I think I managed to fix (or work around) the M2_1 low link speed issue. The issue we're dealing with here is the PCIe link between the CPU and SSD going down to a lower speed (from PCIe 5.0 to 3.0 to even 1.0), not the width (x4). My gut feeling told me that at some point, either the CPU / NVME controler from the HW side, or the Driver / OS from the SW side is initiating a request to enter a lower power state for the link, but then isn't able to recover to full speed when there is load. So, I focussed on eliminating the link from going down to lower speed to save power altogether.
The PCIe spec allows for exactly such a state called L0s where the link speed is allowed to drop whenever the link is idle. Most GPUs work with this very well, but I'm not sure if there is a bug in the X870E bios implementation or the CPU's PCIe implementation when working with NVMe drives (remember NVMe drives are PCIe). There are other lower power PCIe states called L1 where the device goes into a deeper sleep state where the width also drops but is more useful on laptops to save every once battery possible, but i've not really seen this implemented on the desktops. There are also timeouts at the OS level that trigger these states once the respective idle timeouts are met. Some relevant info here:
https://nvmexpress.org/resource/technology-power-features/
Here's how I disabled these power management features:
1) Download the Windows power plan settings explorer utility from the 1st post here:
https://forums.guru3d.com/threads/windows-power-plan-settings-explorer-utility.416058/
2) You'll see the app (thanks a ton to whoever wrote this) is divided into sections. The settings are in the top section, and the values you set for each of the different power plans are in the bottom section. Highlight the section you want to change on top, then change the values below, and don't forget to apply after every set. Let's first attack the Hard disk section. Here, set:
a) AHCI Link Power management - HIPM/DIPM (i.e short host initiated or device initiated) - set this to Active in for the power profiles you use
b) Maximum power level - set this to 100 for all the power profiles you use
c) NVMe NOPPME - set this to ON for all the power profiles you use
d) Other than the above 3, there are 7 more settings (2x NVMe timeouts, 2x NVMe tolerences, 1x AHCI Link power, 1x Hark disk burst, 1x Turn off Hard disk ) - for all these 7 settings, set values for all of them to 0 in all the power profiles you use
3) Next scroll down to the PCI Express section. There is only one setting here called Link state power management - set this to OFF for all the power profiles you use
Do a cold boot - Shut down the system, pull power, wait 30s - this is a must to reset any stale states the link may be stuck in.

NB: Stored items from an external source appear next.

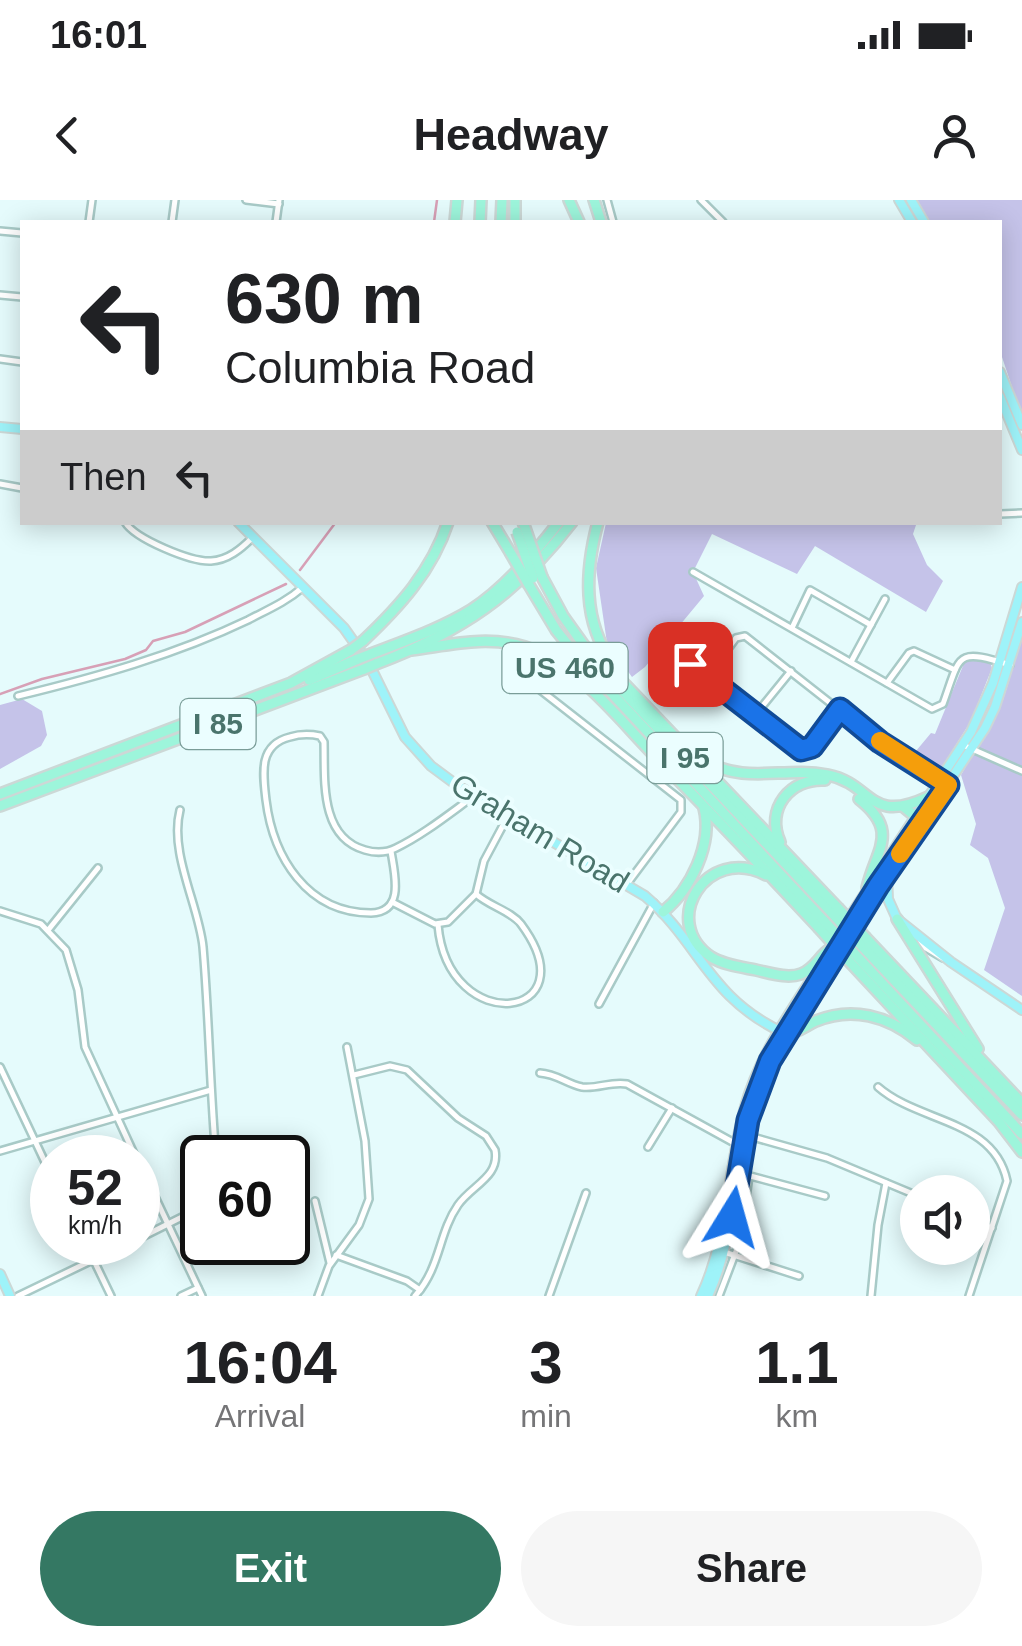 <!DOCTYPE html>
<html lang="en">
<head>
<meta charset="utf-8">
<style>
  :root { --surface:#fff; --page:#f6f6f6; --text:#202124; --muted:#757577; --accent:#347863 }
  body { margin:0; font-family:Helvetica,sans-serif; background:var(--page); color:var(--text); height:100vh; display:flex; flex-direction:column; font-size:38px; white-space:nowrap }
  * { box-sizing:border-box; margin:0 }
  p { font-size:32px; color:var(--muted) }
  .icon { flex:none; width:55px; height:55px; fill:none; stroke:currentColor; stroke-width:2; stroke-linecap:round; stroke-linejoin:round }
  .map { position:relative; height:1096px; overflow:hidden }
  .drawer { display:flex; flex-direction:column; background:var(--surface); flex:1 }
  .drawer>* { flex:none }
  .banner { position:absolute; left:20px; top:20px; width:982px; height:305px; border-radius:0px; box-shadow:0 5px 25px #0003; background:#fff; color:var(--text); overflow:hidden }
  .buttons { position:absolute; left:900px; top:975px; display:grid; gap:20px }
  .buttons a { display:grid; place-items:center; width:90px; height:90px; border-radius:50%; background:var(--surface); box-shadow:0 5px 25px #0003; font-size:50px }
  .speed { position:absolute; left:30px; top:935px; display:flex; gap:20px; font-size:50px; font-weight:700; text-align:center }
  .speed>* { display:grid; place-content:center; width:130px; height:130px; border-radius:50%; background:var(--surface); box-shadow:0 5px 25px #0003; line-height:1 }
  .speed small { font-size:25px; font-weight:400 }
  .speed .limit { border:5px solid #111; border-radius:15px; background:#fff; color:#111 }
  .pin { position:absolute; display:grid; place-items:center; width:85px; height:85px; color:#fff; margin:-42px; border-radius:20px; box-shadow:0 5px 15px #0006 }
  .me { position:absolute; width:110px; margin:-55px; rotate:8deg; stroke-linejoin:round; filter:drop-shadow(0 0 8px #0008) }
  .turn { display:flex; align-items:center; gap:35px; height:210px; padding:0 40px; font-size:45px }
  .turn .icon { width:130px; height:130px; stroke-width:2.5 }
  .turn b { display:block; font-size:70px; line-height:85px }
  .then { display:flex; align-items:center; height:95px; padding:0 40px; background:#0003; gap:20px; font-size:38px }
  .eta { display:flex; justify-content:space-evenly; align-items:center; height:170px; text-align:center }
  .eta b { font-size:60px; font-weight:600; line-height:70px }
  .action { display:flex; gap:20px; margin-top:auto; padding:20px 40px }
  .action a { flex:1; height:115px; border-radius:60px; background:var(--accent); color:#fff; font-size:40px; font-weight:600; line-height:115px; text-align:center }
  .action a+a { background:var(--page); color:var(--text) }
  .status { display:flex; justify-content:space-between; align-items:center; height:70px; padding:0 50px; background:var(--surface); direction:ltr }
  .status svg { height:28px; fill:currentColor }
  header { display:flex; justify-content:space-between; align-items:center; height:130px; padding:0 40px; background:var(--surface); font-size:45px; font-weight:600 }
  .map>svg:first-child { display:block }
  .green { fill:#c5c3e9 }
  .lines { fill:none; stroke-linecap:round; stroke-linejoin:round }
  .stream { stroke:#d7a0b6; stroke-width:2.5 }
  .minor-casing { stroke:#a8cac7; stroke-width:10 }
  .major-casing { stroke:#ccd8d6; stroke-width:12 }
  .highway-casing { stroke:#ccd8d6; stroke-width:14 }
  .minor { stroke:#fff; stroke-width:5 }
  .major { stroke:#9ef3f9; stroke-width:8 }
  .highway { stroke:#9df5db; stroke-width:9 }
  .highway-bridge-casing { stroke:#ccd8d6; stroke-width:14; stroke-linecap:butt }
  .highway-bridge { stroke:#9df5db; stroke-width:9 }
  .route-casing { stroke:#114b97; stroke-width:25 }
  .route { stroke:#1a73e8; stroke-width:18 }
  .slow { stroke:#f59e0b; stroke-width:18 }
  .labels { text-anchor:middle; stroke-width:8; stroke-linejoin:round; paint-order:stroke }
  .shield { fill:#ebfeff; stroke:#7a9d98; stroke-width:2.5 }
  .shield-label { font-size:30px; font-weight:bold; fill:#4a746c }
  .street-label { font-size:32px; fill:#4a746c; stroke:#ebfeff }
</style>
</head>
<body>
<div class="status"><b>16:01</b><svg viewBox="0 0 49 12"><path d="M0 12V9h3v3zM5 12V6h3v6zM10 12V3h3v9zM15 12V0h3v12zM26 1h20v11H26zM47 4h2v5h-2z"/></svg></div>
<header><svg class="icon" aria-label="back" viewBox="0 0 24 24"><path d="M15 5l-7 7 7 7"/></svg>Headway<svg class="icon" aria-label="person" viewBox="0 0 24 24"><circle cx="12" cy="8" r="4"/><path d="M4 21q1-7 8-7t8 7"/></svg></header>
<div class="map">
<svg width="1022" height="1096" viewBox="0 0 1022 1096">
  <rect width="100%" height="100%" fill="#e5fbfc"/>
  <!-- green -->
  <g class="green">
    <path d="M 909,0 L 1022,0 L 1022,217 L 1000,151 L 1000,22 L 922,22 Z"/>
    <path d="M 917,322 L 913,334 L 927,365 L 943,381 L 926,412 L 815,346 L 797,374 L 712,334 L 693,372 L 704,396 L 645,467 L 632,477 L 607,443 L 596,368 L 606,323 Z"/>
    <path d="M 1022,439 L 1022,796 L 984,770 L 1005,708 L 988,658 L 970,645 L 976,624 L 961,575 L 1003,500 Z"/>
    <path d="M 967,456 L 990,462 L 992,468 L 971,521 L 940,570 L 935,571 L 911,557 L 931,533 L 935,534 Z"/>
    <path d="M 22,499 L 42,511 L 47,535 L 41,546 L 0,569 L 0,505 Z"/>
  </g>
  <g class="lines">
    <!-- stream -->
    <g class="stream">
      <path d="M 434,22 L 437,0"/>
      <path d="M 300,370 L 336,322"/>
      <path d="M 0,494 L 42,479 L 125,459 L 146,450 L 153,441 L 185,432 L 286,384"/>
    </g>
    <!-- minor casing -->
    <g class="minor-casing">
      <g id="minor">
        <path d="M 246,0 L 279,4"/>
        <path d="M 607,0 L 613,22"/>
        <path d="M 701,0 L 723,22"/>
        <path d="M 89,22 L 92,0"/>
        <path d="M 172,22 L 175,0"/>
        <path d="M 276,22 L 279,0"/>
        <path d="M 0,31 L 22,33"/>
        <path d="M 0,95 L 22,97"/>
        <path d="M 0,159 L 22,162"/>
        <path d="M 0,284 L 22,288"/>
        <path d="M 1000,314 L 1022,313"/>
        <path d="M 125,322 C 135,339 191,362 211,361 C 228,360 241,349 252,338"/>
        <path d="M 693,372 L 932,509 L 943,504 C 961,454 955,448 1010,465"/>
        <path d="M 792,428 L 810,390 L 871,425"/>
        <path d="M 670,447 L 801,550 L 812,547 L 839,509"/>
        <path d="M 851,462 L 885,399"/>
        <path d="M 516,471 L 681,600 L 681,612 L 627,684"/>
        <path d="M 707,477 L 736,438 L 745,436 L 880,542 L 948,585"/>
        <path d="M 887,483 L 909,453 L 914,451 L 955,470"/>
        <path d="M 18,496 C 96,477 175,455 248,420 C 267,410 286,402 302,388"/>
        <path d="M 756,514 L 791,471"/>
        <path d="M 963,545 L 1022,571"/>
        <path d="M 180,610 C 169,653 199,706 203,747 C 209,817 210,888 216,958"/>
        <path d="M 391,651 C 394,672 406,712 371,713 C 307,713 273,657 266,600 C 263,574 258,545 290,537 C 300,534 310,534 320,536 L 324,542 C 325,579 319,637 365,650 C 375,653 386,653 396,648 C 423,635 449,614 474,596"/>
        <path d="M 392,702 L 435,724 L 448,722 L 476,694 L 484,661 L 508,616"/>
        <path d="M 0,711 L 41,724 L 66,750 L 78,790 L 85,847 L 136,958"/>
        <path d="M 438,725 C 448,839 592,820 521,724 C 511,711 489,706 476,694"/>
        <path d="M 49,729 L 98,668"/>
        <path d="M 921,741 L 926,748 L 943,758"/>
        <path d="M 599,804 L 654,703"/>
        <path d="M 0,867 L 52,977"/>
        <path d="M 540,873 C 557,874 567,884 582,887 C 598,889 611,881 627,884 L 738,945"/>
        <path d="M 354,875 L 390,866 L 407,870 L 458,918 L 486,936 L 495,950 C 500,977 472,985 458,1005 C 438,1034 441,1067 415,1096"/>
        <path d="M 878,887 C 919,923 994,919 1007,981 L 969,1096"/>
        <path d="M 742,934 L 827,958 L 918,996"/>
        <path d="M 648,947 L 672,908"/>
        <path d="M 0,951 L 211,890"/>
        <path d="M 138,961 L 202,1096"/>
        <path d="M 739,973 L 825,996"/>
        <path d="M 315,1001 L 330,1063"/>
        <path d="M 972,1020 L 992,1028"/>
        <path d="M 138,1039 L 202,1007"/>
        <path d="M 85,1042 L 111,1096"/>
        <path d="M 721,1051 L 799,1076"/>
        <path d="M 336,1055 L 407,1081 L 420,1090"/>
        <path d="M 18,1096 L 130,1042"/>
        <path d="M 181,1096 L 198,1088"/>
        <path d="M 318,1096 L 329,1066 L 359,1025 L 369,999 L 365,941 L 347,847"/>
        <path d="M 549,1096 L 586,993"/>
        <path d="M 719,1096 L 740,1041 L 749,976"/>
        <path d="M 871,1096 L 878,1025 L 886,983"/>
      </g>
    </g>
    <!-- major casing -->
    <g class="major-casing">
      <g id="major">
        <path d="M 899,0 L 912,22"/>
        <path d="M 911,0 L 924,22"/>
        <path d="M 1000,172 L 1022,225"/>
        <path d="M 1000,197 L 1022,250"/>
        <path d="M 0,227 L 22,229"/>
        <path d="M 238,322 L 344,428 L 368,462 L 405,537 L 431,566 L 458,586 L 645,696 C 700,743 708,797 782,832"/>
        <path d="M 887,675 L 888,699 L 897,719 L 951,762 L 1022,810"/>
        <path d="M 847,721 L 971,532 L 993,483 L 1022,387"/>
        <path d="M 853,726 L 985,528 L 995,507 L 1022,422"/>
        <path d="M 0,1074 L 10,1096"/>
        <path d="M 701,1096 C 729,1036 727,972 744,910 C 759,853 796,804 827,755"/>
        <path d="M 708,1096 C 736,1036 733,971 751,908 C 768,850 808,798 840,746"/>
      </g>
    </g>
    <!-- highway casing -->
    <g class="highway-casing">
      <g id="highway">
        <path d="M 569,0 L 579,22"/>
        <path d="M 594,0 L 601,22"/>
        <path d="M 455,22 L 457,0"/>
        <path d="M 480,22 L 481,0"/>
        <path d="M 501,22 L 502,0"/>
        <path d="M 515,22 L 515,0"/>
        <path d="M 492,322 L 510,352"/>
        <path d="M 598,322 C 585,371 582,421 613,464"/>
        <path d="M 542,377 L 563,416 L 598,465 L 832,713"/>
        <path d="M 529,385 L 556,430 L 577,456 L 824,721"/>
        <path d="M 363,441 C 399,407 432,371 448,322"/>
        <path d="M 411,450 C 450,445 487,435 525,447 C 577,464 617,517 654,555 C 709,611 764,669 818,727"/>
        <path d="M 371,454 C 404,441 440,429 471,410 C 504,389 534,354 559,322"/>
        <path d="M 597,455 L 838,708"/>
        <path d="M 376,464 C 461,432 516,395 572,322"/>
        <path d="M 309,480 L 358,459"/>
        <path d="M 704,561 C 748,585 783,566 828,575 C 873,584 868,625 928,597"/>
        <path d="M 0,594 L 291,483 L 351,450"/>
        <path d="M 859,599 C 901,632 875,651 867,688"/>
        <path d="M 0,606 L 364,469"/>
        <path d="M 904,607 L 922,622"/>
        <path d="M 780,642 C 765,609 790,578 825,580"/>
        <path d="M 766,675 C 706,644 659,722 711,757 C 724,765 741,767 756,770 C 770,773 787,779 801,774 C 815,769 819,756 830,749"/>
        <path d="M 663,712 C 691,689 713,644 704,608"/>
        <path d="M 897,719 L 978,849"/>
        <path d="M 866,738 L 1022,903"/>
        <path d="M 860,744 L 1022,915"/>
        <path d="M 853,752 L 1022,934"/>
        <path d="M 847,759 L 999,922 L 1022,952"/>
        <path d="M 786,834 C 798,833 805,826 816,821 C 852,806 888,816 917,840"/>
      </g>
    </g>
    <!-- minor -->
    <use href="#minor" class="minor"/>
    <!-- major -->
    <use href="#major" class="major"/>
    <!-- highway -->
    <use href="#highway" class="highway"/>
    <!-- highway-bridge casing -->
    <g class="highway-bridge-casing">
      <g id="highway-bridge">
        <path d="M 523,322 L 542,377"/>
        <path d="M 517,332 L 533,378"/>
        <path d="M 510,352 L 529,385"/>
        <path d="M 351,450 L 363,441"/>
        <path d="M 358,459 L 371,454"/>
        <path d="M 364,469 L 376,464"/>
        <path d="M 838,708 L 866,738"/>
        <path d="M 832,713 L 860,744"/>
        <path d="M 824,721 L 853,752"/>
        <path d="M 818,727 L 847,759"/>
      </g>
    </g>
    <!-- highway-bridge -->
    <use href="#highway-bridge" class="highway-bridge"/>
  </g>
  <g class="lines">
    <!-- route casing -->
    <g class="route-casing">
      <path id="route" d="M 690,464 L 801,550 L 812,547 L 840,509 L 880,542 L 948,585 L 878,686 L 770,861 L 748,920 L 732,1017"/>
    </g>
    <!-- route -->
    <use href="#route" class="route"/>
    <!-- slow -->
    <path class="slow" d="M 880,541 L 948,585 L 900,654"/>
  </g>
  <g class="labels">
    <!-- shield labels -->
    <g class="shield">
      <rect x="502.5" y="443" width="125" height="50" rx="8"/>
      <rect x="180.5" y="499" width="75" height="50" rx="8"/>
      <rect x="647.5" y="533" width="75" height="50" rx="8"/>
    </g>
    <g class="shield-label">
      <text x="565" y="478">US 460</text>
      <text x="218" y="534">I 85</text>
      <text x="685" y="568">I 95</text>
    </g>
    <!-- street labels -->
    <g class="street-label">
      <text transform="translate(540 633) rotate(31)" y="11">Graham Road</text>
    </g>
  </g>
</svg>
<div class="buttons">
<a><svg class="icon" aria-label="sound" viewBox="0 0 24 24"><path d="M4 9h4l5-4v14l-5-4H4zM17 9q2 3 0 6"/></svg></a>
</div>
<div class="speed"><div>52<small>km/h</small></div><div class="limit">60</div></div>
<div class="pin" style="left:690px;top:464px;background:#d93025"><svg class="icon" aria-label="arrive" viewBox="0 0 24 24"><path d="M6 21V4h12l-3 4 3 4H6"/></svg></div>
<svg class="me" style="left:732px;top:1017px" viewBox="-20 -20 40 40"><path d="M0-17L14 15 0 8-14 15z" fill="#1a73e8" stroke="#fff" stroke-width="4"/></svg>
<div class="banner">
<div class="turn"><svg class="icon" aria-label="left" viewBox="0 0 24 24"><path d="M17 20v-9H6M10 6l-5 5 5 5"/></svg><div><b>630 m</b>Columbia Road</div></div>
<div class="then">Then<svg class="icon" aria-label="left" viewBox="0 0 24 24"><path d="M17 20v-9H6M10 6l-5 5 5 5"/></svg></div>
</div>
</div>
<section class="drawer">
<div class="eta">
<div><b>16:04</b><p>Arrival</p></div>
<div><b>3</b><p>min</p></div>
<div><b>1.1</b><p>km</p></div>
</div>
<div class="action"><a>Exit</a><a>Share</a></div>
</section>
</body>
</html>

Power on and use your NVMe provider tool or CrystalDiskInfo to check the link speed.
I did 20 warm reboots, and 20 shutdown/power ons - and my Crucial T705 stayed at PCIe 5.0 x 4 all the time and Sequential reads/writes were consistently >10GB/s all the time.
I've configured my system the way I want it in High performance and the Ultimate perfomance power profiles - which are the only 2 profiles I use, but I applied the changes to Balanced as well (didn't test Balanced though), so I recommend you stay on either High perf or the Ultimate profile till you have this working as well.